The bridge of the oil tanker Navig8 Aronaldo erupted in cheers after Capt. Malik Naushad told his crew to prepare to weigh anchor midnight Tuesday and start their voyage out of the Suez Canal, where they had been stuck for six days by the grounding of the Ever Given.
Back at the German offices of Jan Held, whose family firm has three different ships stuck at Suez, the mood wasn’t as jubilant. Watching a live feed of the Ever Given move off the bank, Mr. Held knew that uncorking the biggest traffic jam in global shipping in recent years could take a long time to resolve, and set off a scramble for berths and clear routes.
“You see a lot of bizarre things in shipping,” said Mr. Held, a former ship’s captain himself and co-owner of Held Bereederungs GmbH & Co KG, based in the north German city of Haren. “But with this, you knew it would have repercussions around the world.”

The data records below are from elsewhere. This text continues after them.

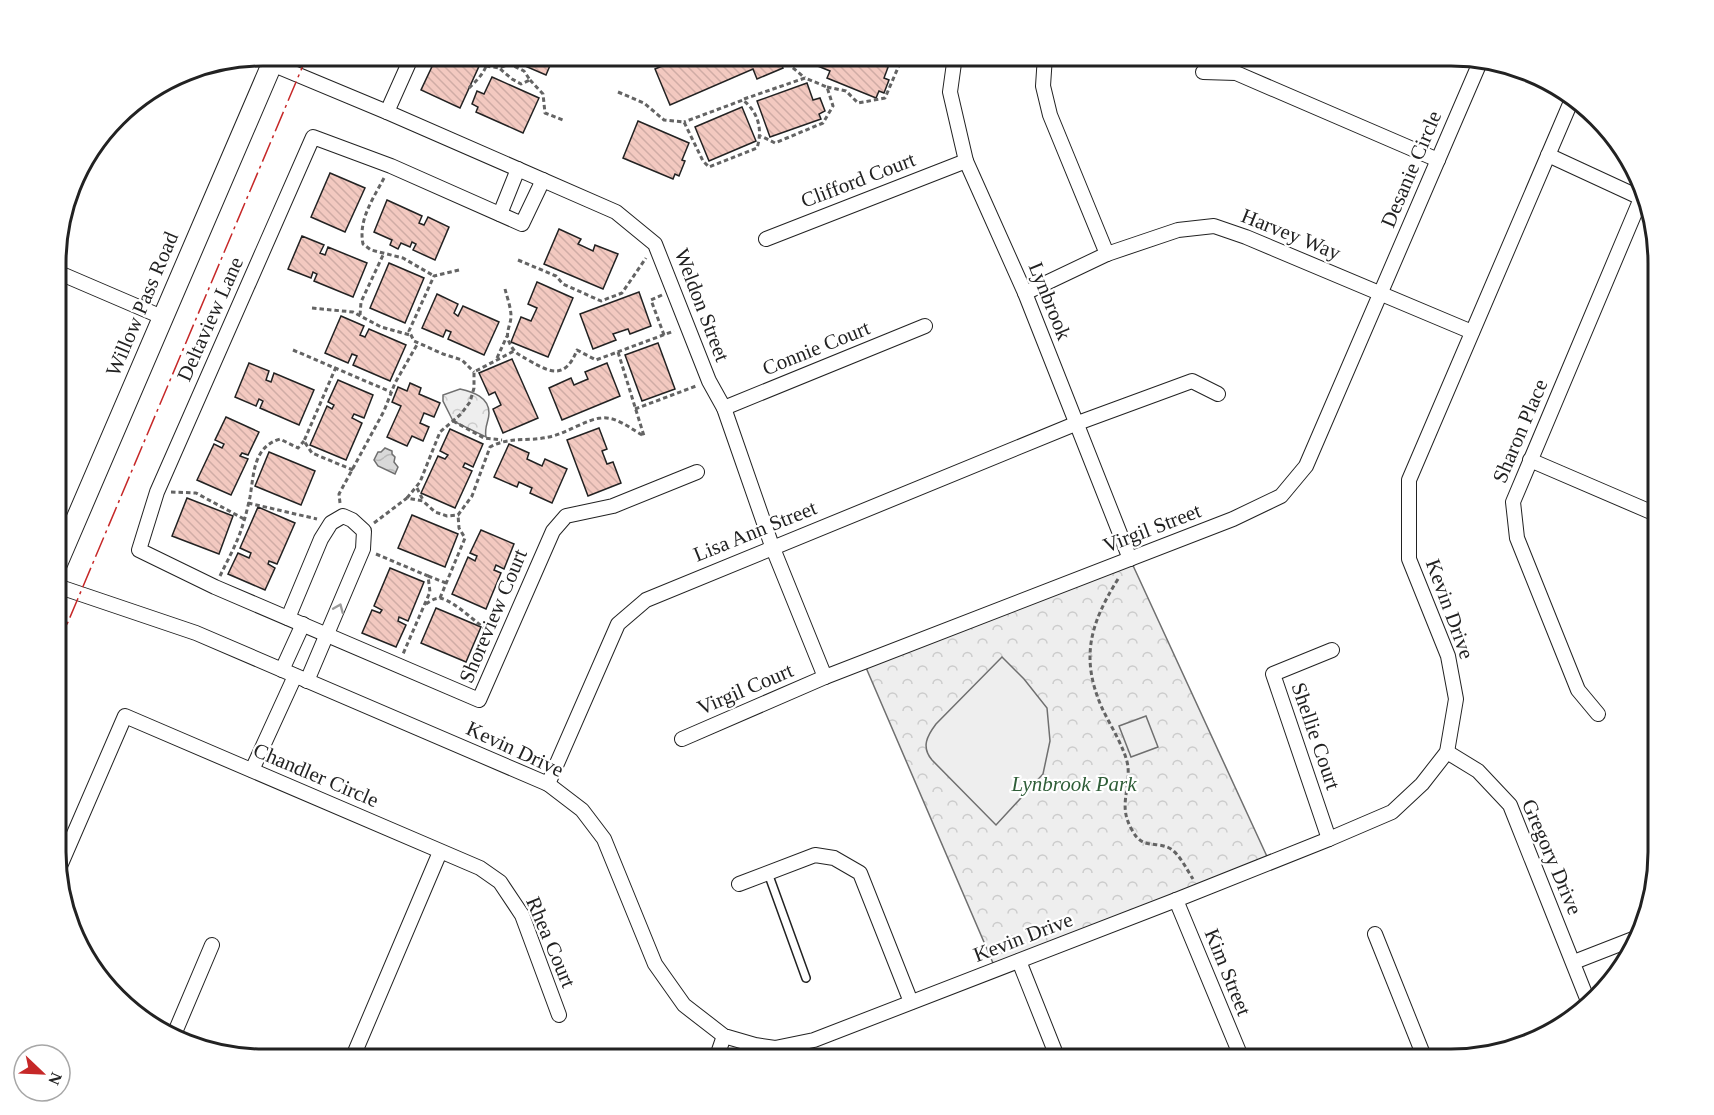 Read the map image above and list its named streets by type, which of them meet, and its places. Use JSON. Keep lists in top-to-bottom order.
{
  "streets": {
    "main road": ["Willow Pass Road"],
    "street": [
      "Desanie Circle",
      "Clifford Court",
      "Harvey Way",
      "Lynbrook",
      "Weldon Street",
      "Deltaview Lane",
      "Connie Court",
      "Sharon Place",
      "Virgil Street",
      "Lisa Ann Street",
      "Kevin Drive",
      "Shoreview Court",
      "Virgil Court",
      "Shellie Court",
      "Chandler Circle",
      "Gregory Drive",
      "Rhea Court",
      "Kim Street"
    ]
  },
  "crossings": [
    ["Desanie Circle", "Harvey Way"],
    ["Desanie Circle", "Virgil Street"],
    ["Clifford Court", "Lynbrook"],
    ["Harvey Way", "Lynbrook"],
    ["Harvey Way", "Virgil Street"],
    ["Harvey Way", "Kevin Drive"],
    ["Lynbrook", "Virgil Street"],
    ["Lynbrook", "Lisa Ann Street"],
    ["Weldon Street", "Deltaview Lane"],
    ["Weldon Street", "Connie Court"],
    ["Weldon Street", "Virgil Street"],
    ["Weldon Street", "Lisa Ann Street"],
    ["Weldon Street", "Virgil Court"],
    ["Deltaview Lane", "Shoreview Court"],
    ["Virgil Street", "Virgil Court"],
    ["Lisa Ann Street", "Kevin Drive"],
    ["Kevin Drive", "Shellie Court"],
    ["Kevin Drive", "Gregory Drive"],
    ["Kevin Drive", "Kim Street"],
    ["Chandler Circle", "Rhea Court"]
  ],
  "parks": ["Lynbrook Park"],
  "north": "bottom right"
}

Late Tuesday, ships were again moving through the Suez Canal, a day after engineers freed the Ever Given, a 1,300-foot container ship, and cleared the waterway for global traffic. Osama Rabie, chairman of the Suez Canal Authority, which runs the 120-mile shipping route, said at a press conference that 113 ships had crossed in both directions since the route reopened late Monday, and another 95 are expected to pass through in the evening, up from the typical 50 or so daily passages.
Egyptian officials say the logjam will be cleared in three to four days. Shipping executives say it will take days longer. Leth Agencies, a ship’s services provider in the Suez, said 352 vessels are still awaiting transit.